中小企業の脱炭素を支援、広島県がコンソーシアムを設立
広島県が県内中小企業の脱炭素支援を目的とした官民一体のコンソーシアムを設立した
専門家の視点
中小企業の脱炭素支援という物語そのものには異論はありません。しかし、このコンソーシアム設立のニュースには、物語と実体の間に典型的なズレがあります。物語は「官民一体で支援する」と掲げますが、実体として問われるべきは「誰が、いつ、どの経路で、何を実行するのか」という実行レイヤーの具体性です。コンソーシアムは協力の枠組みに過ぎず、中小企業が直面する脱炭素の本質的なハードル——初期投資の回収期間の長さ、省エネ診断後の伴走支援の人材不足、排出量算定の手間——を解決する仕組みが、設立時点で組み込まれているかが成否を分けます。
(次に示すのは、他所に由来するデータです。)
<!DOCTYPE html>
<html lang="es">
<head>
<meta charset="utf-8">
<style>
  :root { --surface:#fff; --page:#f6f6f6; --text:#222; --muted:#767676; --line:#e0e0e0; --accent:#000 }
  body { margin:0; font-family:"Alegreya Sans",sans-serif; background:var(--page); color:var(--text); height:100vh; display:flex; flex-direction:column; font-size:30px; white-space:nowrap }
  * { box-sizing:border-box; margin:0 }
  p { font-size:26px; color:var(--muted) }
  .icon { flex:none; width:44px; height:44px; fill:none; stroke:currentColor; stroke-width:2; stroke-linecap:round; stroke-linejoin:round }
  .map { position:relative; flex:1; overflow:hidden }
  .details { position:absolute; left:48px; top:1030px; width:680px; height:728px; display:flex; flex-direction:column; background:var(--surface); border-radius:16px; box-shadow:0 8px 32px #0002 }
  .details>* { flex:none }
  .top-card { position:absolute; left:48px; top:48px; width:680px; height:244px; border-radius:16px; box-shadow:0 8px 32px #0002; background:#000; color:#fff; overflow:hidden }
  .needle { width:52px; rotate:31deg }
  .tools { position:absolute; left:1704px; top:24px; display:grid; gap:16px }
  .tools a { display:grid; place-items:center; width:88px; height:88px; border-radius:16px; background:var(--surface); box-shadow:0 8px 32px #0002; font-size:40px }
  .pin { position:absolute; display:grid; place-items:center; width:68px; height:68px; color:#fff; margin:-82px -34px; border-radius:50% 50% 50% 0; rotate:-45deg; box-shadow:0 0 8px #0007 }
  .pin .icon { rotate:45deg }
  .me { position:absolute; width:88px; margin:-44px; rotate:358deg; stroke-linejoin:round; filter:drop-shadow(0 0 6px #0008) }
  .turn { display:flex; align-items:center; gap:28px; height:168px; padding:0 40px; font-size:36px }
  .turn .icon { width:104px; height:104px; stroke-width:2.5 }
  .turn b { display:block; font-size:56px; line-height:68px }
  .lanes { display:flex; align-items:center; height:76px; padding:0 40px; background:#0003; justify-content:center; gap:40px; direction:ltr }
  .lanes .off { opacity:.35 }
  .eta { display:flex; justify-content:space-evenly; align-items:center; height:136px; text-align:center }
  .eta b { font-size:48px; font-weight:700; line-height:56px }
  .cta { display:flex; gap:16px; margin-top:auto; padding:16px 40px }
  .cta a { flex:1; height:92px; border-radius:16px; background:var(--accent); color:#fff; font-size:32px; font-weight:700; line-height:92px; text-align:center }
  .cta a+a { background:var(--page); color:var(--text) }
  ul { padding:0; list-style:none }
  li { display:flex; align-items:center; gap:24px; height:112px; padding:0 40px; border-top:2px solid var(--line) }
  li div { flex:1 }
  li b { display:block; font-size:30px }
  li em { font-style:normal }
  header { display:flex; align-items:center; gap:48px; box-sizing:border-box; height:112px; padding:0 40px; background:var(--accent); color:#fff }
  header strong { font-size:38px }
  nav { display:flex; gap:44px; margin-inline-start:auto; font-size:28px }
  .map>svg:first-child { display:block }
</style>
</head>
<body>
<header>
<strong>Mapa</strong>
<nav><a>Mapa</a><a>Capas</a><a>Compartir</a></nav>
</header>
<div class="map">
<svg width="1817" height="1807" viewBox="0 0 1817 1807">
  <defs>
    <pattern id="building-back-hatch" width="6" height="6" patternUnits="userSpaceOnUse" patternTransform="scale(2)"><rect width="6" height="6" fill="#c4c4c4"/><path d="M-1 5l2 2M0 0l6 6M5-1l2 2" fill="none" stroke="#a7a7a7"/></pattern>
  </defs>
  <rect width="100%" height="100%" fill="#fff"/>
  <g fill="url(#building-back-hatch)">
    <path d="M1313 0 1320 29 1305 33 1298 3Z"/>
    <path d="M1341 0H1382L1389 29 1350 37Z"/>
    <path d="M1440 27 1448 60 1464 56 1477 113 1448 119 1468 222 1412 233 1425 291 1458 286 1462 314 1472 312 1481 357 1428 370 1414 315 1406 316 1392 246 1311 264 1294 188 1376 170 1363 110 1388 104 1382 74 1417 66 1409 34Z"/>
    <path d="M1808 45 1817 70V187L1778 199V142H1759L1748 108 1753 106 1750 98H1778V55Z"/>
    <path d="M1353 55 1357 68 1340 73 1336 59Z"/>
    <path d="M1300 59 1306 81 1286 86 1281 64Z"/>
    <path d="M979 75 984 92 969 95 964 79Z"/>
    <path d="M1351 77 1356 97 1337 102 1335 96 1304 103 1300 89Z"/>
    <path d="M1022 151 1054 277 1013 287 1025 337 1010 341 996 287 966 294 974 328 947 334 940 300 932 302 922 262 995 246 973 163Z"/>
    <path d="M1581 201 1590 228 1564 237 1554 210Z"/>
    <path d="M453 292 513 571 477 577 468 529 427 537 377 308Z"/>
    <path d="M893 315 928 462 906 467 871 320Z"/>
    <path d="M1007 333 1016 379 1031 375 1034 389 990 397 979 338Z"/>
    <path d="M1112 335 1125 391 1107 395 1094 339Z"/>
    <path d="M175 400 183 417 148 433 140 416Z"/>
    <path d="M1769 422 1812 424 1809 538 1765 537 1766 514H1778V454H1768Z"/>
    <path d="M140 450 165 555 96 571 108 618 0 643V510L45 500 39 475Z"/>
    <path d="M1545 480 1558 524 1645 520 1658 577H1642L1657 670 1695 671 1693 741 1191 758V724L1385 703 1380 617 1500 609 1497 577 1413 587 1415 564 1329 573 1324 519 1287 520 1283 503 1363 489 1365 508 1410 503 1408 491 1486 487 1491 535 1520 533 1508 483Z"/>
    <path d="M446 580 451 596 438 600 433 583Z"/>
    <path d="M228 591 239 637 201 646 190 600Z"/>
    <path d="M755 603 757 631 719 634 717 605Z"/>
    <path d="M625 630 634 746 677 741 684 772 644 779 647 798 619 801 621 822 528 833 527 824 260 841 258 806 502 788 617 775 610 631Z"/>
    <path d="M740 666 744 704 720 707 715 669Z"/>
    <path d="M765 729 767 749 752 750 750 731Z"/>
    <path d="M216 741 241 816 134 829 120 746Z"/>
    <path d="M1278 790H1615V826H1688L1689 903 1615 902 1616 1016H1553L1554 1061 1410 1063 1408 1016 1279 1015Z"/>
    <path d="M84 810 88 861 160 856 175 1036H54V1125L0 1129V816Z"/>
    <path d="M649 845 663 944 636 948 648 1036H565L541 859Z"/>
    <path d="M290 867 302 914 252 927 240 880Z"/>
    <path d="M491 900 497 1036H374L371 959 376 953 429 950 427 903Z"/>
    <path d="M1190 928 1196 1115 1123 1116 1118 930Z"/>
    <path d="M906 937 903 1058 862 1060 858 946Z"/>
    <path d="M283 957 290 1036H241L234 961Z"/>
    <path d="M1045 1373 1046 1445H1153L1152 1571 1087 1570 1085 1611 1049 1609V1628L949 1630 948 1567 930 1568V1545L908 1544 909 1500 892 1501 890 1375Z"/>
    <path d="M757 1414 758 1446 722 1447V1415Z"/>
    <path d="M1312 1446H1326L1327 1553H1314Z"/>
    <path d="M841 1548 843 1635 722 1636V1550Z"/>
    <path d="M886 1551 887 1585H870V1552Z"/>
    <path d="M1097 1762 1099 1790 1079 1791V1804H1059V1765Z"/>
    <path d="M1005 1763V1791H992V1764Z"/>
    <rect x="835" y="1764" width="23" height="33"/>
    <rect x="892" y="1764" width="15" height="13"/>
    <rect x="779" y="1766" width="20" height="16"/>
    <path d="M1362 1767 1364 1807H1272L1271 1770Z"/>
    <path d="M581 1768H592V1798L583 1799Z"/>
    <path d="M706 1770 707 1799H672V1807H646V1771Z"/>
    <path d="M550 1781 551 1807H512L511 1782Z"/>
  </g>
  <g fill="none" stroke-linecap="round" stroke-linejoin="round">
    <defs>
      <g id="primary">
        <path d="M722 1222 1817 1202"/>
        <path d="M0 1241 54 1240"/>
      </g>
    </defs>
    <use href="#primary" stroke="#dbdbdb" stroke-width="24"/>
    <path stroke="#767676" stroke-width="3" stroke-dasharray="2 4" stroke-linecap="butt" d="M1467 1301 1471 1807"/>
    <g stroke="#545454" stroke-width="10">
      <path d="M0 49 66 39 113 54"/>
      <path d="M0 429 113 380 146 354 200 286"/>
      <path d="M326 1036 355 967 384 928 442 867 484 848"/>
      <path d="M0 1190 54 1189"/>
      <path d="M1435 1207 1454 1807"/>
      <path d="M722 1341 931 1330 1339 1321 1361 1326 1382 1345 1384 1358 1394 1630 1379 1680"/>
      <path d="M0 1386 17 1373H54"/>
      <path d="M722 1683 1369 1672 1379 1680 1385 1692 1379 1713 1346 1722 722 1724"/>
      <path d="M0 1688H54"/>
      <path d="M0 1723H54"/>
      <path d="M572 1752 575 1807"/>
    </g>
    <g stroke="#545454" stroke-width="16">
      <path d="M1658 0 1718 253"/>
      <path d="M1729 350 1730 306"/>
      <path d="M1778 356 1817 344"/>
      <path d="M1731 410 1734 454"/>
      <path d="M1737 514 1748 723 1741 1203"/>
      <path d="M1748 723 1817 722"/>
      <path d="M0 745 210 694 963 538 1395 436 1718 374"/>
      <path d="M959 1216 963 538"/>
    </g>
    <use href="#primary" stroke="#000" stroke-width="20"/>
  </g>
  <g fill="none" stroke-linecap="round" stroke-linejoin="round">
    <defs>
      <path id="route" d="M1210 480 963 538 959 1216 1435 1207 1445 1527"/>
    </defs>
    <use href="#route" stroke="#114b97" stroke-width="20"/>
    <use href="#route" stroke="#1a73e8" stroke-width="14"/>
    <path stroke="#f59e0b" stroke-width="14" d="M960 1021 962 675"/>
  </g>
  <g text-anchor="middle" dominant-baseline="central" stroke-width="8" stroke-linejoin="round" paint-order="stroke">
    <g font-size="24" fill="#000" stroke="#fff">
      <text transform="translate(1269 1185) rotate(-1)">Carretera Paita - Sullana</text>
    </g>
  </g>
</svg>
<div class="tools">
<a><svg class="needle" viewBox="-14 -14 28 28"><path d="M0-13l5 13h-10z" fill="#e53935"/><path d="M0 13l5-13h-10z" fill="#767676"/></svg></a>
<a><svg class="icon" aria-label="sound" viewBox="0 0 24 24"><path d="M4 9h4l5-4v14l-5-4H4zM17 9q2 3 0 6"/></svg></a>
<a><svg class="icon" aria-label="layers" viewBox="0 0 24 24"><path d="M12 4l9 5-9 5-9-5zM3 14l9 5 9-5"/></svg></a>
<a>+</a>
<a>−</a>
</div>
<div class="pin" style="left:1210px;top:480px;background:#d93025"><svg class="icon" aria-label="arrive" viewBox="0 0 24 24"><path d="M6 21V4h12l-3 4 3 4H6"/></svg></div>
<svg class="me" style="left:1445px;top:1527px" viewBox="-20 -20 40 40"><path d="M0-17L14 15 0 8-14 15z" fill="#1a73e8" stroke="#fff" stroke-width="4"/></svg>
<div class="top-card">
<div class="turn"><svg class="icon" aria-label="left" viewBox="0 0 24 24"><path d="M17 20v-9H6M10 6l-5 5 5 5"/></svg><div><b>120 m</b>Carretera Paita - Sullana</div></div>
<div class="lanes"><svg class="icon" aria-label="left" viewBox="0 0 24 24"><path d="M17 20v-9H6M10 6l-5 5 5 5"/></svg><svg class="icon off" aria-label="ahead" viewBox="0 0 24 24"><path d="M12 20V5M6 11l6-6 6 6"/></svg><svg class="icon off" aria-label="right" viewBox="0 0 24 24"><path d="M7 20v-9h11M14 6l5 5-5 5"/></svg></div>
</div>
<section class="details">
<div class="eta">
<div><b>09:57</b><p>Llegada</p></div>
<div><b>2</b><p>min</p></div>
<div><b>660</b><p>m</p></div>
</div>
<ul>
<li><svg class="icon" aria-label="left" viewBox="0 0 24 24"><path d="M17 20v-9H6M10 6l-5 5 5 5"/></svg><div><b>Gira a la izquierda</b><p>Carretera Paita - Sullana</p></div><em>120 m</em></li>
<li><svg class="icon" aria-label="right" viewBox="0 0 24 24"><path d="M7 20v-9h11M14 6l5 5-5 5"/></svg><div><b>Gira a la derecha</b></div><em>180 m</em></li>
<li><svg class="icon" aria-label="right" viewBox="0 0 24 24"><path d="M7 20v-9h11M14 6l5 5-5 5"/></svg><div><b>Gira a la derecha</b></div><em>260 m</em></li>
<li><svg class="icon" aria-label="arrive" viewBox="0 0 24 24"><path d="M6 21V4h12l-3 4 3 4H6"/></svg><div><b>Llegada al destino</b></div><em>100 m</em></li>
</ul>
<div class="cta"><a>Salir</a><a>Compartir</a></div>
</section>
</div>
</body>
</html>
支援メニューが「補助金紹介」や「セミナー」にとどまるなら、それは既存の支援と変わらず、実体欠落のリスクをはらみます。もう一つの構造的論点は時間軸です。中小企業の脱炭素は、サプライチェーン全体の排出量削減(スコープ3)の要請に迫られており、大企業からの要求は待ったなしです。コンソーシアムの効果が出るまでに数年かかるなら、その間の中小企業の現場は制度の谷間に落ちます。この記事が当然としている「官民連携すれば支援は進む」という前提を、問い直すべきです。
広島県は9日、県内の中小企業の脱炭素に向けた取り組みを官民一体で支援するコンソーシアム(共同事業体)を立ち上げた。金融機関や経済団体、行政機関など17団体で構成する。初年度は共同でセミナーを開いたり、支援情報を発信したりして機運を高める。